De acuerdo con una investigación realizada en la Escuela de Negocios de Harvard, en la que se analizó información de más de veinte países, las hijas de madres que trabajan:

  • Tienen más probabilidades de ser empleadas en una empresa
  • 33% ocupan puestos de supervisión y ganan más dinero que las hijas de las mujeres que no trabajan fuera del hogar
  • Presentan 4.5% más de probabilidad de ser empleadas por sí mismas
  • Completan más años de educación

Ese mismo estudio señala que los esposos de mujeres que trabajan tienden más a contribuir en las tareas del hogar y pasan más tiempo al cuidado de sus familias.
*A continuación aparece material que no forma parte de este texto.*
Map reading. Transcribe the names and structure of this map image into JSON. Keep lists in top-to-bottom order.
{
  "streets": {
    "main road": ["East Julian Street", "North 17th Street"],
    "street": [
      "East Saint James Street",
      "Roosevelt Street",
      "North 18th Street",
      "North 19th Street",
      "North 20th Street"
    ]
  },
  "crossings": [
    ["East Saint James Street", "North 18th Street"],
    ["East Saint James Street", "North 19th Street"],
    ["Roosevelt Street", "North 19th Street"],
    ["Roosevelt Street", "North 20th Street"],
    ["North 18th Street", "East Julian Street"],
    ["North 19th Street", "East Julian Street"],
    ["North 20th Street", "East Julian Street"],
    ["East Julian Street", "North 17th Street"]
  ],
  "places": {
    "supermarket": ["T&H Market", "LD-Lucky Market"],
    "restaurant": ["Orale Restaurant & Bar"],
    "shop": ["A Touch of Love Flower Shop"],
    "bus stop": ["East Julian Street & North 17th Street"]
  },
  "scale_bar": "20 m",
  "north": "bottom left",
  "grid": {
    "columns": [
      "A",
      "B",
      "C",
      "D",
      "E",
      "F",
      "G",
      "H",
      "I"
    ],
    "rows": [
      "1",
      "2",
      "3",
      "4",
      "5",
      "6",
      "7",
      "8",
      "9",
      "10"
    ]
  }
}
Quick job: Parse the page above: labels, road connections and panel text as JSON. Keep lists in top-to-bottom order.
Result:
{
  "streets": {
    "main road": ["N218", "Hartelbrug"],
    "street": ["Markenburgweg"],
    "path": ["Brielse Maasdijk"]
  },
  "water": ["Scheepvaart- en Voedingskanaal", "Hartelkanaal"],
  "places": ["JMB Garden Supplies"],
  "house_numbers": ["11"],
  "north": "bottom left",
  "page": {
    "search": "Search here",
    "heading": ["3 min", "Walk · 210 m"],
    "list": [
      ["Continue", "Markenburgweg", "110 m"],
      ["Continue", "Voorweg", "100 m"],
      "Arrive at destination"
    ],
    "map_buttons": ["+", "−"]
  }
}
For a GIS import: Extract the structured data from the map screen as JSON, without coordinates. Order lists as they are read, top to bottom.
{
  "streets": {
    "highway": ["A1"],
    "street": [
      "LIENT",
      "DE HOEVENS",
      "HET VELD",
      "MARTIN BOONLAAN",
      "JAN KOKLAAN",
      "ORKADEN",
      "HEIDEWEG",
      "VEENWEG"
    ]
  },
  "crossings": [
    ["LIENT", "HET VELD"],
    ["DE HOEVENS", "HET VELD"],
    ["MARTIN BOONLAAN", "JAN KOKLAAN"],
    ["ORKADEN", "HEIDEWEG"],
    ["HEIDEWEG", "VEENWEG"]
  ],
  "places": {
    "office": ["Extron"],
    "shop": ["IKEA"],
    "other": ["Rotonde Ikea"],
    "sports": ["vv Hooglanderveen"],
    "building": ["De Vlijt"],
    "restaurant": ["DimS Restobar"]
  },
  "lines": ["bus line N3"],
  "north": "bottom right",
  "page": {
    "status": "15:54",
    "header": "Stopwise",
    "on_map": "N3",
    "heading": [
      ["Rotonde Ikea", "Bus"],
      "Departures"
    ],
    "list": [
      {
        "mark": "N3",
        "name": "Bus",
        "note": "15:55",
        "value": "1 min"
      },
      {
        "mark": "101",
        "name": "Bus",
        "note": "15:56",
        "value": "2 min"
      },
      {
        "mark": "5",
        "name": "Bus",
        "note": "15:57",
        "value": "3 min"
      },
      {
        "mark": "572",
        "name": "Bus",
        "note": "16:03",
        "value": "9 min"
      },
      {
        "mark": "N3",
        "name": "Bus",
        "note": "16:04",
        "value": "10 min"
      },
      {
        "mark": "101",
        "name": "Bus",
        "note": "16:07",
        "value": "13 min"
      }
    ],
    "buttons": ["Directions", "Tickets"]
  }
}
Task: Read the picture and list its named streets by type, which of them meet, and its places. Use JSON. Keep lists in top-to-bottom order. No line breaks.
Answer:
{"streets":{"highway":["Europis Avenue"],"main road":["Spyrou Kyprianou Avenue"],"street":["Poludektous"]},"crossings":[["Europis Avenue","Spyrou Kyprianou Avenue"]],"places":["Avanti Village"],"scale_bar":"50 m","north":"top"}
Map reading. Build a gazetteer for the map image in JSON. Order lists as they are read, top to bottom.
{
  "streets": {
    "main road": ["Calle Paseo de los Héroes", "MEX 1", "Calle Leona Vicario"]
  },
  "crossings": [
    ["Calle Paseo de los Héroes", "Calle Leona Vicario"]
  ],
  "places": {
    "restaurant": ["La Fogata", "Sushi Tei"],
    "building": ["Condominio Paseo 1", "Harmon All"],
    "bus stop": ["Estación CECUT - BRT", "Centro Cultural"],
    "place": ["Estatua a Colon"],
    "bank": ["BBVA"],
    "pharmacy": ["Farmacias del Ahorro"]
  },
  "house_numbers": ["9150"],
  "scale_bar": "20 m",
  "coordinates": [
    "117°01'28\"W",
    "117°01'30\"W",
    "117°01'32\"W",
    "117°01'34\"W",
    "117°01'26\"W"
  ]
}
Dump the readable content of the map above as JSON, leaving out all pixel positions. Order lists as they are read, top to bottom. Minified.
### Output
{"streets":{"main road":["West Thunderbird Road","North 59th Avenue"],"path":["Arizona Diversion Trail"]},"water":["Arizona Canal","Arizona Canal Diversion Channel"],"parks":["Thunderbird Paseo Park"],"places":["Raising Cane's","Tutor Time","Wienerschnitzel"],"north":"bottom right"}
En 2010, un meta-análisis de 69 estudios de más de 50 años encontró que, en general, los niños cuyas madres trabajaban cuando eran jóvenes:

  • Son de alto rendimiento en la escuela
  • Sienten menos depresión y ansiedad

Entre otras cosas, una mamá que trabajar les transmite a sus hijos el mensaje de que es autosuficiente y les enseña a ser responsables y trabajadores, además de motivarlos a estudiar.